Find three nonempty languages, $X, Y$ and $Z$ such that $XZ ⊆ YZ$, but $X$ is not a subset of $Y$.

Question

$X$, $Y$ and $Z$ are all regular languages that may span just over the alphabet $\{a\}$ or may span over larger alphabets: $\{a,b\}, \{a,b,c\}...$

The problem is that $X$, $Y$, and $Z$ make up from the same alphabet such that the concatenation of $X$ and $Z$ is a subset of $Y$ and $Z$, but the set $X$ is not a subset of $Y$.
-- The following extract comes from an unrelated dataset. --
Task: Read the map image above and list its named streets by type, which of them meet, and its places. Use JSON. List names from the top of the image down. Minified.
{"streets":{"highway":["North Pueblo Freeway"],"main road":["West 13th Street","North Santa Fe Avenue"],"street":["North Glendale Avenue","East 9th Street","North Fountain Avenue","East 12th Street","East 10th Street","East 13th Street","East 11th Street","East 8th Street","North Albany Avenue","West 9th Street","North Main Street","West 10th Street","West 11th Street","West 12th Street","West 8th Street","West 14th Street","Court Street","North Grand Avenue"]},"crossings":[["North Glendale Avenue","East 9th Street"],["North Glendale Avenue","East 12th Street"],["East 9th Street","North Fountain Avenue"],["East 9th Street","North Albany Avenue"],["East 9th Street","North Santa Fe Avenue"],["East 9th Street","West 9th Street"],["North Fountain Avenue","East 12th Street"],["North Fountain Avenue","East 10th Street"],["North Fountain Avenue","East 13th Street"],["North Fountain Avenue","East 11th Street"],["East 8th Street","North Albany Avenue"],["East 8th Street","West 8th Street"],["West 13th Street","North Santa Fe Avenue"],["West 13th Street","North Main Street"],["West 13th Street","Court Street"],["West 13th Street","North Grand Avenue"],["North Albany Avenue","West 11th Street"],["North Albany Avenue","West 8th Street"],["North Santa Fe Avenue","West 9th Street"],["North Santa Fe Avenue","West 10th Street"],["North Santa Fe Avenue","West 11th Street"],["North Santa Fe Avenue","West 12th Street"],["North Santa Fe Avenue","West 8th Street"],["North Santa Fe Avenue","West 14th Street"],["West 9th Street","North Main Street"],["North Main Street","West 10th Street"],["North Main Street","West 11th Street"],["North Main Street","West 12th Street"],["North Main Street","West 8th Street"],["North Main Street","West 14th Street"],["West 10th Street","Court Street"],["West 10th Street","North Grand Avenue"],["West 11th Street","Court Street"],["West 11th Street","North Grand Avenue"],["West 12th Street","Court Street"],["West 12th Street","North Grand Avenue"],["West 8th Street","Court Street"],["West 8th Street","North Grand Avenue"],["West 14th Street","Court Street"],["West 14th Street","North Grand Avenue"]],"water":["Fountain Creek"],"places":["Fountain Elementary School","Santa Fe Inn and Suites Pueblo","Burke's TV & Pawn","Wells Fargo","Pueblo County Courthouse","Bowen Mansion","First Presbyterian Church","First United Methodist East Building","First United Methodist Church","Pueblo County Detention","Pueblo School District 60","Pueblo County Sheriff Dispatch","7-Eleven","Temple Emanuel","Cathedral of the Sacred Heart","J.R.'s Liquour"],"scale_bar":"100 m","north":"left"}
The set $X$ is not a subset of $Y$ if all the elements of $X$ are included in the set $Y$. I don't really know how to approach this problem, any suggestions would be awesome Thank you.

Answer 1

I think if you let $X$ be the set of strings over $a$ with odd length, let $Y$ be the set of strings over $a$ of even length and let $Z $ be the set of strings over $a$ of any length, then I think that should work out.

Answer 2

HINT: Let $X=\{a^{2n+1}:n\in\Bbb N\}$ and $Y=\{a^{2n}:n\in\Bbb N\}$. Try to find a $Z$ that so that

$$XZ=\{a^n:n\ge 1\}\subseteq\{a^n:n\in\Bbb N\}=YZ\;.$$

(My $\Bbb N$ includes $0$.)

Answer 3

Hint. Let $A$ be the alphabet and let $X$ and $Y$ be languages containing the empty word. Then $XA^* = YA^* = A^*$.